Thing One: St. Louis is a beautiful city with literally everything we could ask for including friendly people.
Thing Two: We are still 100% dependent on GPS.
“Oh,” you say, “of course you are! It takes time to learn your way around—you’ll get the hang of it!”
You’re not great at math, are you?
100% dependent. As in we literally can’t get out of our neighborhood without. The GPS. Which has tried to kill us before.
Problem: Husband, who gets to go to an interesting job all day and do “interesting” things* also claims most of the driving privileges. Since, as previously noted, he is the world’s worst passenger, I let this happen. For now.
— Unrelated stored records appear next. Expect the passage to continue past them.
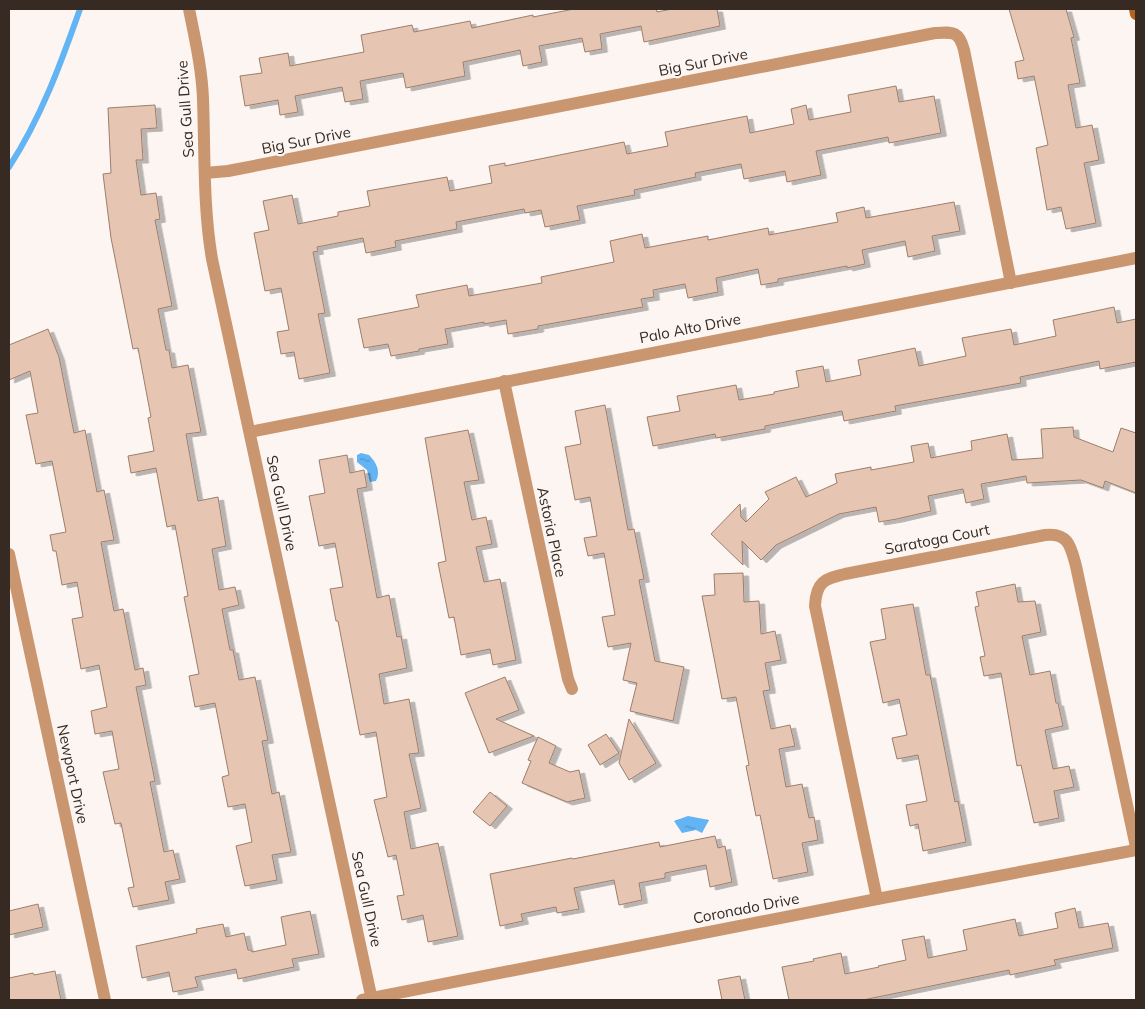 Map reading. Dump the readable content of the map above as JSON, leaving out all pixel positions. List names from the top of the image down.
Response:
{
  "streets": {
    "street": [
      "Big Sur Drive",
      "Sea Gull Drive",
      "Palo Alto Drive",
      "Astoria Place",
      "Saratoga Court",
      "Newport Drive",
      "Coronado Drive"
    ]
  },
  "crossings": [
    ["Big Sur Drive", "Sea Gull Drive"],
    ["Big Sur Drive", "Palo Alto Drive"],
    ["Sea Gull Drive", "Palo Alto Drive"],
    ["Sea Gull Drive", "Coronado Drive"],
    ["Palo Alto Drive", "Astoria Place"],
    ["Saratoga Court", "Coronado Drive"]
  ]
}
But his phone and I are not friends.
ME: Okay Google… Is the St. Louis bread company actually—
HIM: You’re not asking a question, you’re just shouting at the phone.
ME: I am asking!
HIM: Okay, but you’re not—
ME: No, look—oh, shit. Wait. STAHP, GOOGLE!
ME: Fuck this noise. I hate your phone.
HIM: How are you pressing random buttons? There are only three!
ME: I don’t know!
HIM: (presses correct button)
ME: Okay Google, Is the St. Louis Bread company actually Panera?
GOOGLE: According to Wikipedia, “at the same time the St. Louis Bread Company was renovating—“
ME: Okay, shut up, that’s all irrelevant.
ME: See? I should have just checked Wikipedia to begin with. (reads) …Yeah, Panera started here as the St. Louis Bread Company. So. Now will you give it another chance and learn to love it?
HIM: I’ll try.
Yes, friends, try to wrap your brains around that one—Husband has a bias against Panera.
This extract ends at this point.